There seemed to be a lot of chat about the travails of backing up Windows 7, but more intriguing was some bar-room reminiscence over the “Croy hold”. While it sounded suspiciously like a mixed martial arts move, it was actually an ancient technique of cradling a crisp packet that ensured anyone dipping their hand in didn’t walk off with the whole bag. Useful knowledge indeed. With the mystery guest en route, a calm and collected Bulldosa led his merry band out the back of the Bon Accord and round the corner to reveal their handy destination: the mighty Madras Palace.
The name is new but the place has been around for a while. Formerly Panjea, and before that PJ’s (and before even that a garage), the current incarnation retains a selection of notable press clippings in the vestibule to attest to its spicy provenance. Inside, it’s a big, single room – large enough to accommodate a decent bar and a separate but notably comfortable-looking waiting area for those picking up takeaways. In a burst of initial enthusiasm, the Bulldosa had initially enquired about a table for eight or so but it looked like it would be another six-strong outing, although the promised wild card/wild rover had yet to materialise. The restaurant was pretty much empty but some inviting mood music and tantalising odours made it seem most welcoming.
The Madras Palace boasted Kingfisher on tap and since that venerable company have been kind enough to support the blog, it seemed appropriate to order up a round. Clearly comfortable in his leading role, the Bulldosa rapped out how things would go down – for only the second (or maybe third) time in TATTGOC history, we’d be chowing down on a buffet. The assembled Curry Clubbers got a sneak preview of their choices as they attended the buffet to pick up some poppadoms and selected dips (including, to Ravi Peshwari’s approval, some jalapeno chilis alongside the usual mango chutney and spiced onions). Just as the team cracked into their poppadoms, the mystery guest swung in the door like Dick Turpin, or perhaps Zorro: it was none other than The Birmingham Wan, who’d returned from his current home of Leeds to report back to his TATTGOC brethren!
A master storyteller and raconteur, The Birmingham Wan began regaling the table with tales of northern England – once a cold Kingfisher had been pressed into his palm, of course. The appearance of the final attendee also heralded the arrival, after a few minutes, of the mixed starters, a wide selection of pakora that arrived on two enormous plates. Firing into the chicken, mixed vegetable and mushroom offerings (plus a few awesome onion rings), every Clubber was keen to note how fresh these pakora tasted – literally, as if they’d just been made. The considerable piles were slowly demolished, while conversation inexplicably shifted to the topic of Cyril Sneer, the demented, distinctive villain from incomprehensible cartoon series The Raccoons.

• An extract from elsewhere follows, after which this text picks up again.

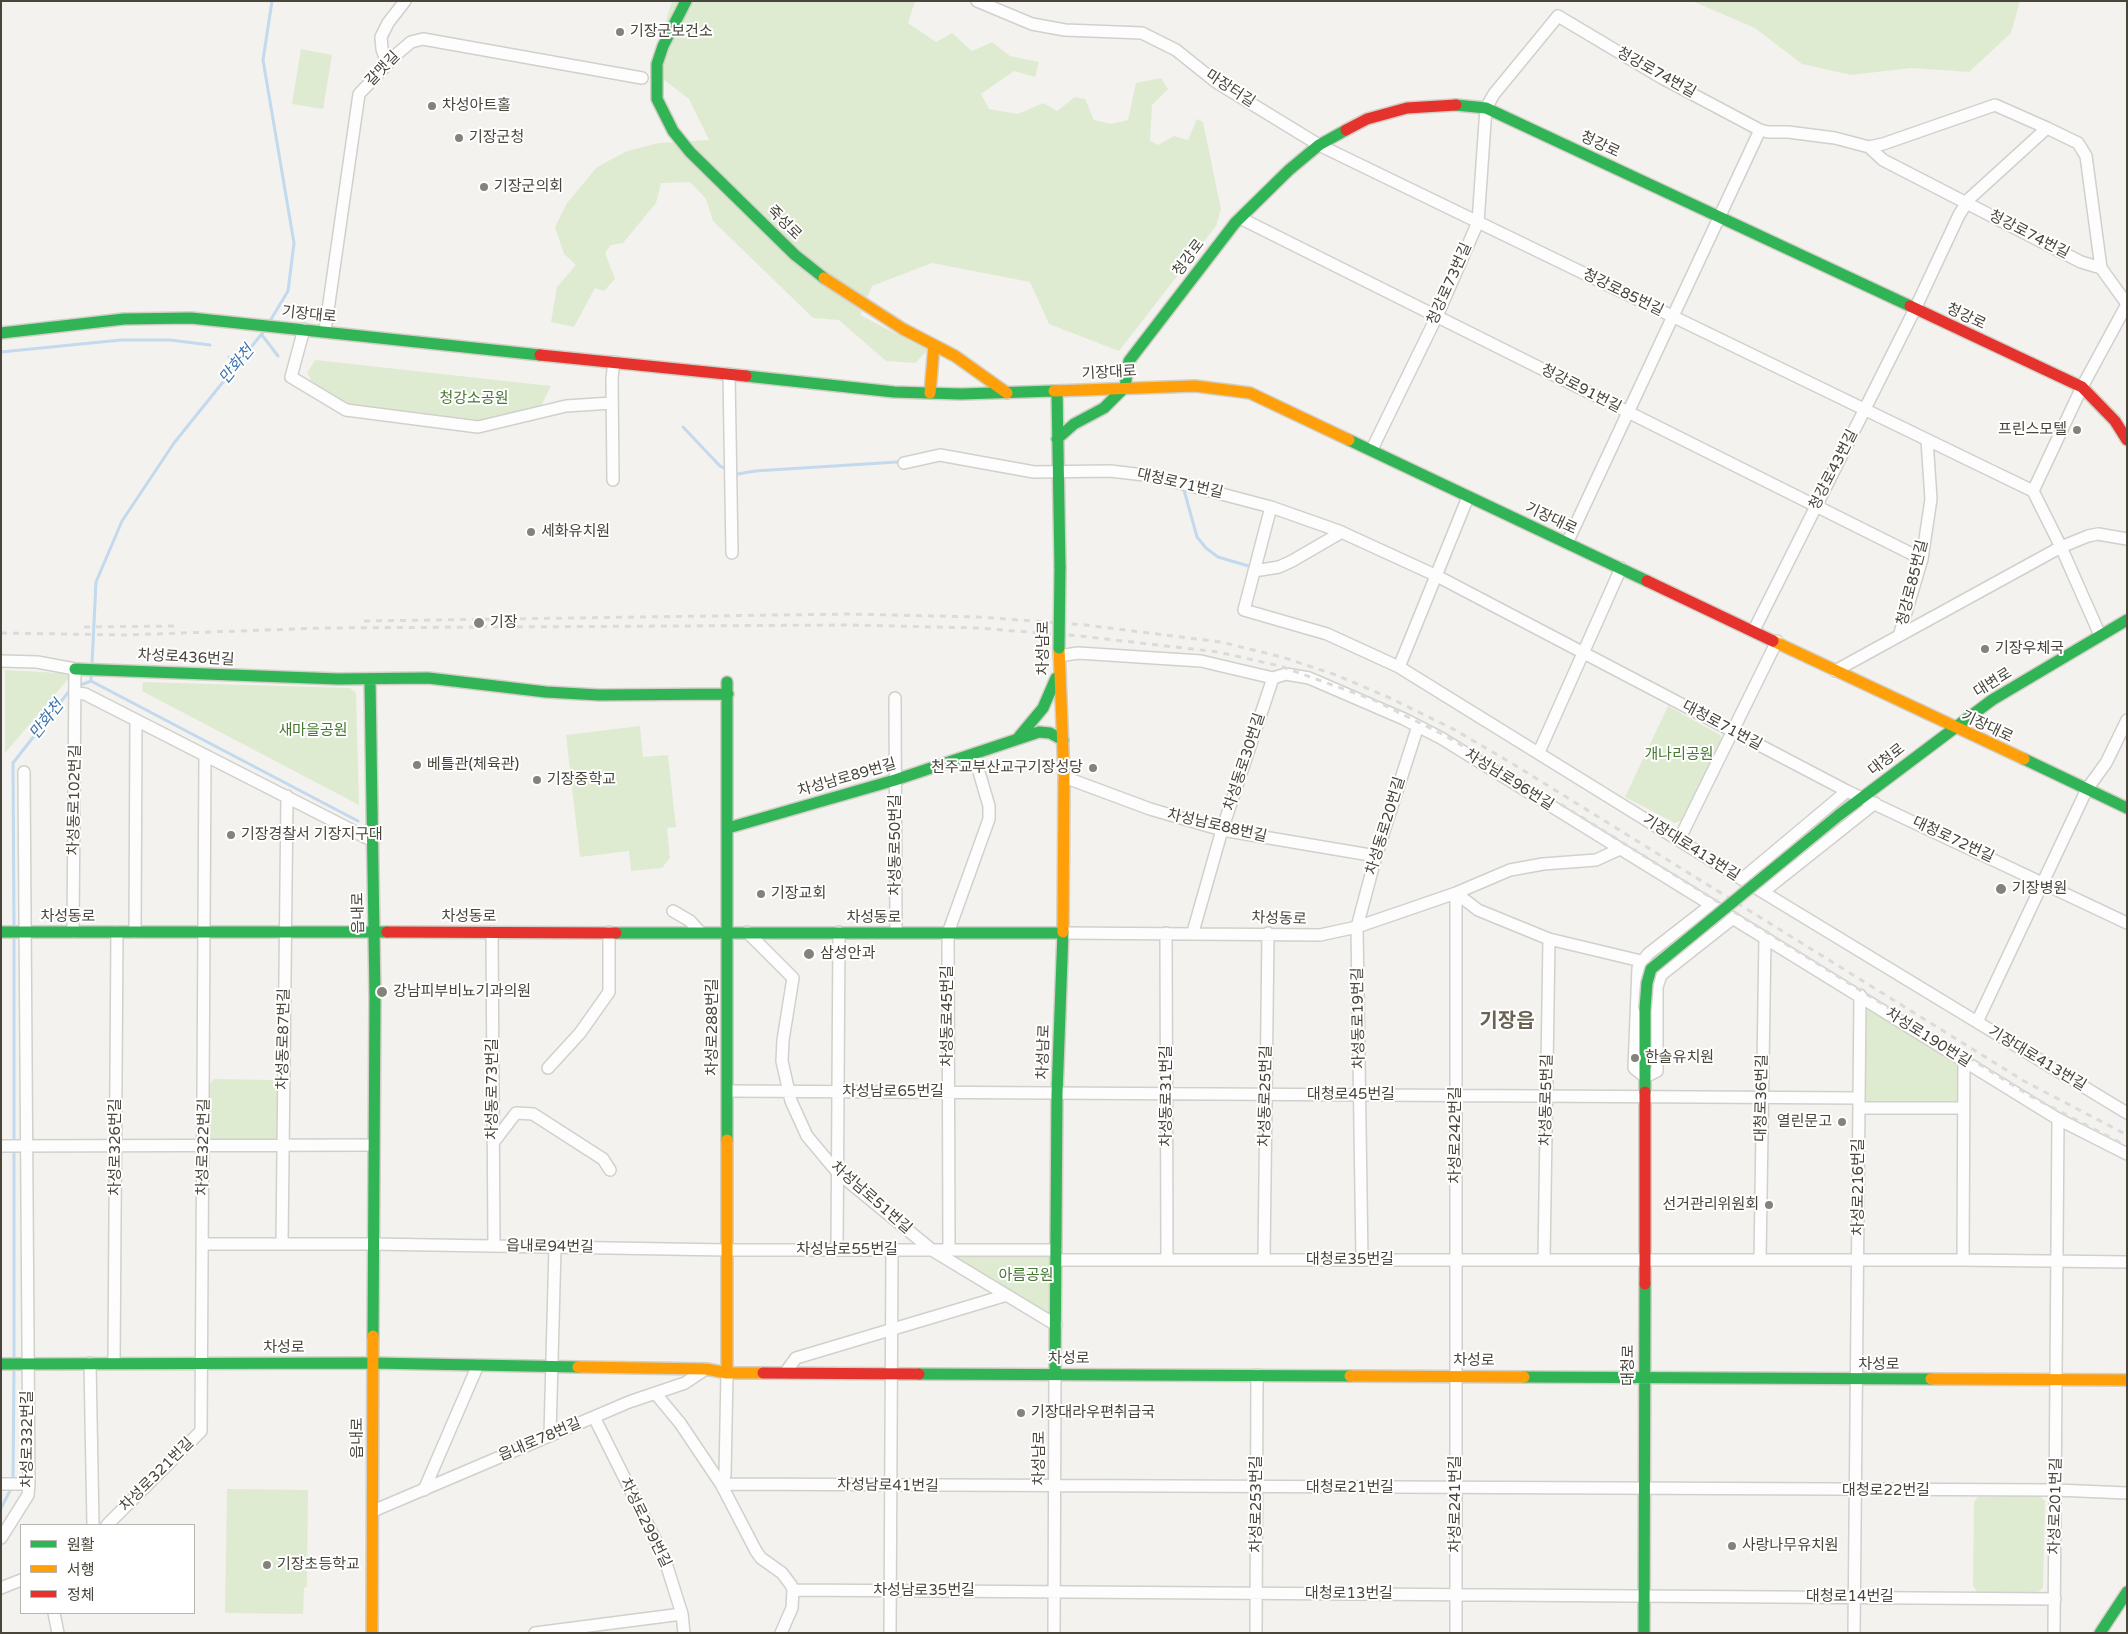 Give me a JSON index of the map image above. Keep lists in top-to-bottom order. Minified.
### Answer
{"streets":{"main road":["청강로","죽성로","기장대로","차성남로","차성로436번길","대변로","대청로","차성남로89번길","읍내로","차성동로","차성로288번길","차성로"],"street":["갈맷길","청강로74번길","마장터길","청강로73번길","청강로85번길","청강로91번길","청강로43번길","대청로71번길","차성동로30번길","차성남로96번길","차성동로102번길","차성남로88번길","차성동로20번길","대청로72번길","차성동로50번길","기장대로413번길","차성동로45번길","차성동로19번길","차성로190번길","차성동로87번길","차성동로73번길","차성남로65번길","대청로45번길","차성동로31번길","차성동로25번길","대청로36번길","차성동로5번길","차성로242번길","차성로326번길","차성로322번길","차성로216번길","차성남로51번길","읍내로94번길","차성남로55번길","대청로35번길","차성로332번길","읍내로78번길","차성로321번길","차성남로41번길","대청로21번길","대청로22번길","차성로253번길","차성로241번길","차성로201번길","차성로299번길","차성남로35번길","대청로13번길","대청로14번길"]},"crossings":[["갈맷길","기장대로"],["청강로74번길","청강로"],["청강로74번길","청강로73번길"],["청강로74번길","청강로43번길"],["마장터길","청강로"],["마장터길","청강로85번길"],["청강로","청강로73번길"],["청강로","청강로85번길"],["청강로","기장대로"],["청강로","청강로91번길"],["청강로","청강로43번길"],["죽성로","기장대로"],["청강로73번길","청강로85번길"],["청강로73번길","기장대로"],["청강로73번길","청강로91번길"],["청강로85번길","청강로91번길"],["청강로85번길","청강로43번길"],["기장대로","청강로43번길"],["기장대로","차성남로"],["기장대로","대변로"],["기장대로","대청로"],["청강로91번길","청강로43번길"],["대청로71번길","차성남로"],["대청로71번길","대청로"],["대청로71번길","대청로72번길"],["차성남로","차성남로89번길"],["차성남로","차성남로96번길"],["차성남로","차성남로88번길"],["차성남로","차성동로"],["차성남로","차성남로65번길"],["차성남로","대청로45번길"],["차성남로","차성남로51번길"],["차성남로","차성남로55번길"],["차성남로","대청로35번길"],["차성남로","차성로"],["차성남로","차성남로41번길"],["차성남로","대청로21번길"],["차성남로","차성남로35번길"],["차성남로","대청로13번길"],["차성로436번길","차성동로102번길"],["차성로436번길","읍내로"],["차성로436번길","차성로288번길"],["대변로","대청로"],["대청로","대청로72번길"],["대청로","대청로45번길"],["대청로","대청로35번길"],["대청로","차성로"],["대청로","대청로21번길"],["대청로","대청로22번길"],["대청로","대청로13번길"],["대청로","대청로14번길"],["차성동로30번길","차성남로96번길"],["차성동로30번길","차성남로88번길"],["차성동로30번길","차성동로"],["차성남로89번길","차성동로50번길"],["차성남로89번길","차성로288번길"],["차성남로96번길","차성동로20번길"],["차성남로96번길","차성동로"],["차성남로96번길","차성로190번길"],["차성동로102번길","차성동로"],["차성남로88번길","차성동로20번길"],["차성동로20번길","차성동로"],["차성동로20번길","차성동로19번길"],["차성동로50번길","차성동로"],["읍내로","차성동로"],["읍내로","읍내로94번길"],["읍내로","차성로"],["읍내로","읍내로78번길"],["차성동로","차성동로45번길"],["차성동로","차성동로19번길"],["차성동로","차성로288번길"],["차성동로","차성동로87번길"],["차성동로","차성동로73번길"],["차성동로","차성동로31번길"],["차성동로","차성동로25번길"],["차성동로","차성로242번길"],["차성동로","차성로326번길"],["차성동로","차성로322번길"],["차성동로","차성남로51번길"],["차성동로","차성로332번길"],["차성동로45번길","차성남로65번길"],["차성동로45번길","차성남로55번길"],["차성동로19번길","대청로45번길"],["차성동로19번길","대청로35번길"],["차성로288번길","차성남로65번길"],["차성로288번길","읍내로94번길"],["차성로288번길","차성남로55번길"],["차성로288번길","차성로"],["차성로190번길","대청로36번길"],["차성로190번길","차성로216번길"],["차성동로73번길","읍내로94번길"],["차성남로65번길","대청로45번길"],["차성남로65번길","차성남로51번길"],["대청로45번길","차성동로31번길"],["대청로45번길","차성동로25번길"],["대청로45번길","차성동로5번길"],["대청로45번길","차성로242번길"],["차성동로31번길","대청로35번길"],["차성동로25번길","대청로35번길"],["차성동로5번길","대청로35번길"],["차성로242번길","대청로35번길"],["차성로242번길","차성로"],["차성로242번길","차성로241번길"],["차성로326번길","차성로"],["차성로322번길","차성로"],["차성로322번길","차성로321번길"],["차성로216번길","차성로"],["차성로216번길","대청로22번길"],["차성로216번길","대청로14번길"],["차성남로51번길","차성남로55번길"],["읍내로94번길","차성남로55번길"],["차성남로55번길","대청로35번길"],["차성로","차성로332번길"],["차성로","읍내로78번길"],["차성로","차성로321번길"],["차성로","차성로253번길"],["차성로","차성로241번길"],["차성로","차성로201번길"],["읍내로78번길","차성로299번길"],["차성남로41번길","대청로21번길"],["대청로21번길","대청로22번길"],["대청로21번길","차성로253번길"],["대청로21번길","차성로241번길"],["대청로22번길","차성로201번길"],["차성로253번길","대청로13번길"],["차성로241번길","대청로13번길"],["차성로201번길","대청로14번길"],["차성남로35번길","대청로13번길"],["대청로13번길","대청로14번길"]],"districts":["기장읍"],"water":["만화천"],"parks":["청강소공원","새마을공원","개나리공원","아름공원"],"places":["기장군보건소","차성아트홀","기장군청","기장군의회","프린스모텔","세화유치원","기장","기장우체국","베틀관(체육관)","천주교부산교구기장성당","기장중학교","기장경찰서 기장지구대","기장병원","기장교회","삼성안과","강남피부비뇨기과의원","한솔유치원","열린문고","선거관리위원회","기장대라우편취급국","사랑나무유치원","기장초등학교"],"legend":["원활","서행","정체"]}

Another round of Kingfishers was sought, while the Clubbers took a wee break between courses. The Bulldosa confessed he’d been swayed to undertake the buffet option to avoid tangling with the ever-knotty rice/naan equation but to that end, he had only half-succeeded; while Clubbers would be able to help themselves to as much or little rice as they desired during their visit to the buffet proper, there was still the responsibility of ordering a la carte naans for the assembled. With bold authority that belied his nervousness, the Bulldosa requested the classic tricolore of plain, garlic and peshwari.
You might imagine that the arrival of these naans would be the starter gun for the buffet scramble but some Clubbers couldn’t contain themselves, so determined where they to get stuck in. At previous buffets, Trampy had been slightly disheartened when the selections were advertised by a pre-painted guide, suggesting that the same six or seven dishes were trotted out without any variation. At the Madras Palace, it appeared there was considerably more turnover, with scrawled jumbo Post-Its identifying the day’s dishes – standards like aloo gobi and chicken korma but also lamb katima and lamb pallak, and a fantastic potato and aubergine dish. Plates piled high, Bulldosa’s not-so-secret six got stuck in. By this time, there were a few more patrons in the restaurant and it felt a bit more “Friday night”. There was no rush, though; quite the opposite. Everything about the set-up seemed designed to put everyone at ease, and some of the more tactical Curry Clubbers were already weighing up their digestive options to ensure a second visit to the buffet, or at the very least an ice-cream from the alluring Electro Freeze machine.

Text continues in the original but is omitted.